Une semaine plus tard, la deuxième proposition arriva. Puis la troisième. À la fin du mois, Alena avait déjà trois clients — un revenu d’environ cinquante mille.
— Sergueï, regarde ! — elle montrait les relevés bancaires, les yeux brillants. — Je l’ai fait !
— Je n’ai jamais cessé de croire en toi, — Serge la serra dans ses bras. — Je savais que tu y arriverais.
Alena organisa son emploi du temps : quand les enfants étaient à la crèche, elle travaillait intensément ; le soir, elle finissait les tâches restantes. Pas de pression, pas de patron sur le dos.
Au bout de trois mois, elle avait six clients. Son revenu dépassait cent mille. Toutes les dettes étaient remboursées. Il lui restait même quelques économies.
— Natasha, je te dois tout, — lui dit-elle lors d’une rencontre. — Sans toi, je serais encore en train de tourner en rond, à me prendre la tête.
— J’ai toujours su que tu réussirais, — sourit Natasha. — Tu as une tête bien faite.
— Et surtout, pas de bureau, pas de patron, — se réjouissait Alena. — Je travaille chez moi, près des enfants. Même quand Kostya était malade, je n’ai pas raté un seul jour.
La visite suivante de la belle-mère fut particulière. Nadejda Petrovna entra comme d’habitude, inspecta tout, puis s’arrêta net — son regard tomba sur le nouveau canapé.
— C’est quoi ça ? D’où ça vient ? — demanda-t-elle, dubitative.

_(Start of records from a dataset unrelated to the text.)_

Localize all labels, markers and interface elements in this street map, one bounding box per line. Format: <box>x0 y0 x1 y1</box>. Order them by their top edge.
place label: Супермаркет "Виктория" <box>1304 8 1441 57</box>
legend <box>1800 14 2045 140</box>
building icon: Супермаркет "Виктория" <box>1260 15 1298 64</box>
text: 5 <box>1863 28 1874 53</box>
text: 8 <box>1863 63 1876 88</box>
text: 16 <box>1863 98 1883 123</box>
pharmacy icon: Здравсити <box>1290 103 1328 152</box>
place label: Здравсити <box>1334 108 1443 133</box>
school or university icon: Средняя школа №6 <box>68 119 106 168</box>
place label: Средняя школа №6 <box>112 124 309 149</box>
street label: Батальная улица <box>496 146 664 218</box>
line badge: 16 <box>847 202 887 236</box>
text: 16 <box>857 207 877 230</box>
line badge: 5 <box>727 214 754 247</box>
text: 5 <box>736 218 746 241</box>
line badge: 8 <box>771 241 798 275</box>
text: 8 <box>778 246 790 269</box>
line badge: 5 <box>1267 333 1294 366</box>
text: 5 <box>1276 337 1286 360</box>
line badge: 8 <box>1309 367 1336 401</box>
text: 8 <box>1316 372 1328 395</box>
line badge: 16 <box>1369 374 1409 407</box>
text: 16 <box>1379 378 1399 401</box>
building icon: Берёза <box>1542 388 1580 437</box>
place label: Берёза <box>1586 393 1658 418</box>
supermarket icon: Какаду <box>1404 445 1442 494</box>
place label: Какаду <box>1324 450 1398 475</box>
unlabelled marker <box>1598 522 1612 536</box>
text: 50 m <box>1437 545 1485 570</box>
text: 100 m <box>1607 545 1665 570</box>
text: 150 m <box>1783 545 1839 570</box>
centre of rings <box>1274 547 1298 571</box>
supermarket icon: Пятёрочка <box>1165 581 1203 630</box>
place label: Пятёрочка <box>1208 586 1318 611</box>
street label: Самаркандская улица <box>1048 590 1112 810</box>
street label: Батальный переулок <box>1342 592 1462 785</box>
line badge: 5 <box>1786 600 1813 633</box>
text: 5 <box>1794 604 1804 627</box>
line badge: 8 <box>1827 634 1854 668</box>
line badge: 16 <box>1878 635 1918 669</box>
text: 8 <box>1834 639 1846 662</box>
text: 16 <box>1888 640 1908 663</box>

— On l’a acheté la semaine dernière, — répondit calmement Alena.
— Encore avec mon argent ? — lança aussitôt la belle-mère.
— Non, maman, — intervint Sergey, savourant clairement le moment. — C’est Alena elle-même. Avec son argent.
— Quel « son » ? — ricana Nadejda Petrovna, incrédule.
— Avec l’argent que j’ai gagné, — répondit fermement Alena. — Je suis comptable maintenant. Je travaille à distance.
— Comptable ? — secoua la tête la belle-mère. — C’est surprenant.
— J’ai juste décidé d’apprendre un nouveau métier, — haussa les épaules Alena.
— Ils paient bien ? — demanda la belle-mère, défiant.
— Assez pour ne plus rien demander à personne, — répondit Alena. — Et même plus qu’avant.
La belle-mère se tut, visiblement déconcertée. Elle ne s’attendait pas à un tel retournement.
— Eh bien… félicitations, — dit-elle enfin. — Même si c’est bizarre de rester à la maison pour travailler. Au bureau, c’est plus gai, plus intéressant.
— Mais les enfants sont là, et personne ne me critique, — sourit Alena. — Pour moi, c’est mieux comme ça.
Quand Nadejda Petrovna partit, Sergey serra sa femme dans ses bras.
— Je suis fier de toi, — lui dit-il. — Tu n’as pas craqué alors que tout était contre toi. Tu as juste continué à avancer.
Alena se blottit contre lui. Elle ressentait un vrai bonheur. Elle ressentait la liberté. Elle avait quarante ans, deux enfants, mais elle s’était retrouvée. Le plus important, c’est de ne jamais abandonner, même quand on croit qu’il n’y a plus d’issue.